Wax is masterful at holding up a mirror to society’s foibles. ‘Life’s a shitshow.’ She’s earned a living out of being funny for four decades, but she’s also a mental health crusader with a masters from Oxford on cognitive therapy, and it’s a good combo. ‘We made social media. It didn’t land in the garden like a meteor. Now everybody wants to be a king; celebrities are the anti-Christ,’ says Wax. Stripped of make-up, purple hair floppy after her own swim in the freezing pond, she’s baring her soul, showing her vulnerability through green, caring eyes. It’s deliberate. She knows that if she reveals herself, others will feel braver about opening up. And she has a lot to say, because she’s been there, got the sad T-shirt. She‘s had depression. She’s been in psychiatric hospitals. She’s back to basics. Cavemen days. Fight, flight and freeze. Dopamine, cortisone and oxytocin; a cocktail of chemicals controlling our lives through adrenaline hits, angst fests and in our craving to feel loved. 

‘In the past our reward for wanting more, for achieving the dopamine highs, was food. It was a necessity,’ says Wax, but now the highs are fed by buying shoes online or 20 cream polo-necks. ‘Our brain doesn’t realise the wallpaper has changed,’ adds Wax who co-wrote How to Be Human with Thubten and neuroscientist Ash Ranpura. ‘I am addicted to emails. How many do you need to answer? I answer them all. At 2am I have run out of friends. I get so desperate; I am answering spam. So how far can you go?’

That, of course, is the billion-dollar question. And Wax, of course, has the answer. Unlike animals, who don’t know what’s ahead of them, we do, so we are living in a state of perpetual anxiety. ‘When a zebra escapes a lion, it starts grazing again; it doesn’t need therapy. It doesn’t need Oprah.’ Our threats are unseen and the clock is speeding up. ‘There has never been anything like this; kids getting depressed at 13. We are in a constant state of fear. People are frazzled. They stress about stress.’ She’s written a book about that too.

The problem she says is that we live our lives blindly without awareness. ‘We know about black holes, but we don’t know about our heads, the mothership. It’s like having a Ferrari on our shoulders but no-one gave us the key.’ And the key, says this compelling trio, complementing each other with their different strategies, is awareness, gained through the practice of compassionate mindfulness. You can change the way you live your life; self-awareness lowers cortisone and while you are focussing on your body you cannot be ruminating. ‘It’s like driving a car in two gears,’ says Wax.  ‘Impossible.’ 

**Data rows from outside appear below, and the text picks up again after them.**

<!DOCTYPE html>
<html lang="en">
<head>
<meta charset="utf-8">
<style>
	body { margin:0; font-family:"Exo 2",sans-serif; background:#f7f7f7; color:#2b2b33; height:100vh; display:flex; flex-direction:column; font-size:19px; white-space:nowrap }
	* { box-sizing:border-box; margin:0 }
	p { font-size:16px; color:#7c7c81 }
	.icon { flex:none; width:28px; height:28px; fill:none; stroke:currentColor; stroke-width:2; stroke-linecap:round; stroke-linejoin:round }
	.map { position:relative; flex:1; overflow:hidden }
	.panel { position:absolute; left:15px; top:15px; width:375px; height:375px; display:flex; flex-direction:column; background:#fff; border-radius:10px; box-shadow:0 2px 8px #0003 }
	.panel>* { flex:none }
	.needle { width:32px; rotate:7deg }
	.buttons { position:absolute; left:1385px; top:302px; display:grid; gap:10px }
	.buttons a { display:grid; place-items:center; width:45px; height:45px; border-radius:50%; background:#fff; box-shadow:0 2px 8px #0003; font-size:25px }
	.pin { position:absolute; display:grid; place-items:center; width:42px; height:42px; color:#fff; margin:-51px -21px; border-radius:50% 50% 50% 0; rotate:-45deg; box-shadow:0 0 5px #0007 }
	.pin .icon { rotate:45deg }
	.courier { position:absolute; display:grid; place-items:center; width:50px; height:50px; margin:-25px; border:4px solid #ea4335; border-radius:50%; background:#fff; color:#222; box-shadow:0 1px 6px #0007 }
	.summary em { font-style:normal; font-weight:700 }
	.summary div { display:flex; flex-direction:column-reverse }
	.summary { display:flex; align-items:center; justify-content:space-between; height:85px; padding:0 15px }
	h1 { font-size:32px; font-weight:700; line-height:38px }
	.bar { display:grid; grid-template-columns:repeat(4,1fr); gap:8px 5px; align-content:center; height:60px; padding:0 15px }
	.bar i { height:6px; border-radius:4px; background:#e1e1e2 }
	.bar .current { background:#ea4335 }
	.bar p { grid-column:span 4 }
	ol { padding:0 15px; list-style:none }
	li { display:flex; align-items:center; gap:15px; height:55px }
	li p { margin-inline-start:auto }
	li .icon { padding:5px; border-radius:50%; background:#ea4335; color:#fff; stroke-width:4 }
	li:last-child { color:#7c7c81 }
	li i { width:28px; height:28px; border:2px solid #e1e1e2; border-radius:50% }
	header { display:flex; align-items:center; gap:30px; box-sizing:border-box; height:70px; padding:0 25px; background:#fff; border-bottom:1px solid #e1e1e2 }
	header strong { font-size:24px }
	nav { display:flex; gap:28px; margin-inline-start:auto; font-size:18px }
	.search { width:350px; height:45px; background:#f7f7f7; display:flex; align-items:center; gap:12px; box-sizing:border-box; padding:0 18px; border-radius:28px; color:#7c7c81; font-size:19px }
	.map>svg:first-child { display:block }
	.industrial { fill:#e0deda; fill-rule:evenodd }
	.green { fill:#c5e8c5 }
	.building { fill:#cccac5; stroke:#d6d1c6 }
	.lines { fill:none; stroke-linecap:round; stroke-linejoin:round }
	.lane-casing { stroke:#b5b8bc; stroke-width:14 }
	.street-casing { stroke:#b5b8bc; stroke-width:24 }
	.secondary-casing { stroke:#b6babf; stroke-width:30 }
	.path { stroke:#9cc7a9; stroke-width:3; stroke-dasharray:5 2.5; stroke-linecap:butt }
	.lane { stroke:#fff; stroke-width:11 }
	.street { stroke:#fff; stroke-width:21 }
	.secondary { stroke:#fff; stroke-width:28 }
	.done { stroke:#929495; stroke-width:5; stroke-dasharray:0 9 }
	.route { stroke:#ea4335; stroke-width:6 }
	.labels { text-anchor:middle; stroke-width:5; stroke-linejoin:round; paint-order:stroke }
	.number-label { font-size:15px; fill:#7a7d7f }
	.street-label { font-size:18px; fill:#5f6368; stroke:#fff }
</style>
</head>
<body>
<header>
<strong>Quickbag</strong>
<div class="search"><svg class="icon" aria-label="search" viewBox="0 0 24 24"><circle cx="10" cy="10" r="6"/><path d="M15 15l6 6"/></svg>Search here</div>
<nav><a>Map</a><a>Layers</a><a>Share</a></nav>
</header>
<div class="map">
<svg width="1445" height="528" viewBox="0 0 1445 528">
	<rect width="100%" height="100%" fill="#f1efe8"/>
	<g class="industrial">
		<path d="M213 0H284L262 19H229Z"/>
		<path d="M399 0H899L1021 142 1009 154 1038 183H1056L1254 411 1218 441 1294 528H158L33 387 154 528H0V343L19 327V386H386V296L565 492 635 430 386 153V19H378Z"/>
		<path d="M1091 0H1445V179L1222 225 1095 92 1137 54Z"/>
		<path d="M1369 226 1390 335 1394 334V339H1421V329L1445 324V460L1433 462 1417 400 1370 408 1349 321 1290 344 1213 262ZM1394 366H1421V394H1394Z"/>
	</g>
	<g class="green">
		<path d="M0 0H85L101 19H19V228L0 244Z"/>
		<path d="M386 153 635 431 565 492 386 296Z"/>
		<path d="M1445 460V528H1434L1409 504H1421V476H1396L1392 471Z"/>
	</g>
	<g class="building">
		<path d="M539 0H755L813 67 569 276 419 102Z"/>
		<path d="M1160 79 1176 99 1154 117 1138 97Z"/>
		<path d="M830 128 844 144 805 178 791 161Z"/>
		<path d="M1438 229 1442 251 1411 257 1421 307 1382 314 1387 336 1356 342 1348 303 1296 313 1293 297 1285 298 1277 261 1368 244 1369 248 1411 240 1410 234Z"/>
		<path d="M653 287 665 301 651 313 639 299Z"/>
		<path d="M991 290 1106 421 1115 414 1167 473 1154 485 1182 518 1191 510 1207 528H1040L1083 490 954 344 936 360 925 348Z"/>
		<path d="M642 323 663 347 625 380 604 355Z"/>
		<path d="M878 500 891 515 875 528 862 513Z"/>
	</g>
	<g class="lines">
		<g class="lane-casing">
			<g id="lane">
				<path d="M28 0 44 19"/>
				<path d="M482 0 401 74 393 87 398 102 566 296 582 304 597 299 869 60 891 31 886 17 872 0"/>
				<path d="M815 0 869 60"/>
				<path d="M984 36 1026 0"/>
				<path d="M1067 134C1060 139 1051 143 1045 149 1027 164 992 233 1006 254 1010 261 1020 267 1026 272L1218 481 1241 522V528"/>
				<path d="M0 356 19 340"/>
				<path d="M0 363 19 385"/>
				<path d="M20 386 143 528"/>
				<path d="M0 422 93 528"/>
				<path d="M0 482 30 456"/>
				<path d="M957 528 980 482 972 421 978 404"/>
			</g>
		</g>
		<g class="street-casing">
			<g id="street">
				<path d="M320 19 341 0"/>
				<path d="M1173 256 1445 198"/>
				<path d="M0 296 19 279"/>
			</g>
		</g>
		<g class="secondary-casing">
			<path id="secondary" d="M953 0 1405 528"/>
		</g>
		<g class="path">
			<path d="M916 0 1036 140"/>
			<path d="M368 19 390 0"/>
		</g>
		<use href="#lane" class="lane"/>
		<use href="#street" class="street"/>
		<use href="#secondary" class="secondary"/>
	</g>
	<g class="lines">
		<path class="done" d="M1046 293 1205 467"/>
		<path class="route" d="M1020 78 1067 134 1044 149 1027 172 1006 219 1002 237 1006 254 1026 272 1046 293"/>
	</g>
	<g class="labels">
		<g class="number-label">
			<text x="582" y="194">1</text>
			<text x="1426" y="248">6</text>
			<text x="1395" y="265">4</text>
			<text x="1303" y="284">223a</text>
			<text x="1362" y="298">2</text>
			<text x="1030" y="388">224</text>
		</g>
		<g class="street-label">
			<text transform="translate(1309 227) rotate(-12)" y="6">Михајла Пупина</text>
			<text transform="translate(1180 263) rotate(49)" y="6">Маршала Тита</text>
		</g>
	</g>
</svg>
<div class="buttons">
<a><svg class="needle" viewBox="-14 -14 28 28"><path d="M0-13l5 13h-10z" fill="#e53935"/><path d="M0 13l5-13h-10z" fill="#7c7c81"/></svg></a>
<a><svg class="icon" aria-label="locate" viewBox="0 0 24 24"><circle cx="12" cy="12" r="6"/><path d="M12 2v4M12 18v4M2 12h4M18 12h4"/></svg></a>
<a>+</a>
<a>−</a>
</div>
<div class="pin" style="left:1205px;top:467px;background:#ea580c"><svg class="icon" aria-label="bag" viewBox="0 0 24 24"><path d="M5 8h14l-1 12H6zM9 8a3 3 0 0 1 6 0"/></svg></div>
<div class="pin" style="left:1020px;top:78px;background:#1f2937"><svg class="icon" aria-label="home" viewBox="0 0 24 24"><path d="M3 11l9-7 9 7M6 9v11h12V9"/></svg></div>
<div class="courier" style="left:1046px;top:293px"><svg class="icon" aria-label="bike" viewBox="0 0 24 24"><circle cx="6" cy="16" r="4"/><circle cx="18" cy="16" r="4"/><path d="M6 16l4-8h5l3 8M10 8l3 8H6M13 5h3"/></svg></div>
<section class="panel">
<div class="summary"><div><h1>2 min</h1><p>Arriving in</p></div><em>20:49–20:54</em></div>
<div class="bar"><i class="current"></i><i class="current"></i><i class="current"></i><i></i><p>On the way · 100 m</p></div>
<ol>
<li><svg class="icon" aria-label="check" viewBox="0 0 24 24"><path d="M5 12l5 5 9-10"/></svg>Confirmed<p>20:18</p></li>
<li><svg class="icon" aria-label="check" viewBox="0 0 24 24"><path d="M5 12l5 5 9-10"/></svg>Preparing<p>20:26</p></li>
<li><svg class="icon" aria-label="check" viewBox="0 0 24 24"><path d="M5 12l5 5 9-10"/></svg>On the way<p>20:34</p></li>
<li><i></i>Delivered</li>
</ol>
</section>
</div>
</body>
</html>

Image credit: Annabel Heseltine

So while Wax chatted hilariously about science and, encouraged by Xenopoulos, we scribbled for two hours a day, hotwiring our emotions to the page, bypassing the critical brain, Thubten instructed us on meditation – it’s easier than you think. We have 84,000 thoughts a day, and each time we catch our mind wandering and bring it gently back to focusing on the breath we are exercising our meditation muscle, he explained. Each day we set a different intention, compassion, forgiveness as he took us through different meditation exercises; body scans, sky gazes, compassion for self and others. Focusing not on the story but the feelings. It was the compassion that got me. A hiccup shuddered my body. Somebody handed me a tissue. Afterwards I looked as drained as I felt. It was deep, raw and exhausting but astonishingly, in spite of the resistance, I had healed some guilt. My suitcase was much lighter going home.

Ruby Wax returns to Broughton Sanctuary in 2024. Prices from £1,450pp.

Ruby Wax is on tour following the publication of her book, I’m Not as Well as I Thought I Was. Closes November 2023.

Gelong Thubten’s second book Handbook for Hard Times – A Monk’s Guide to Fearless Living is out now.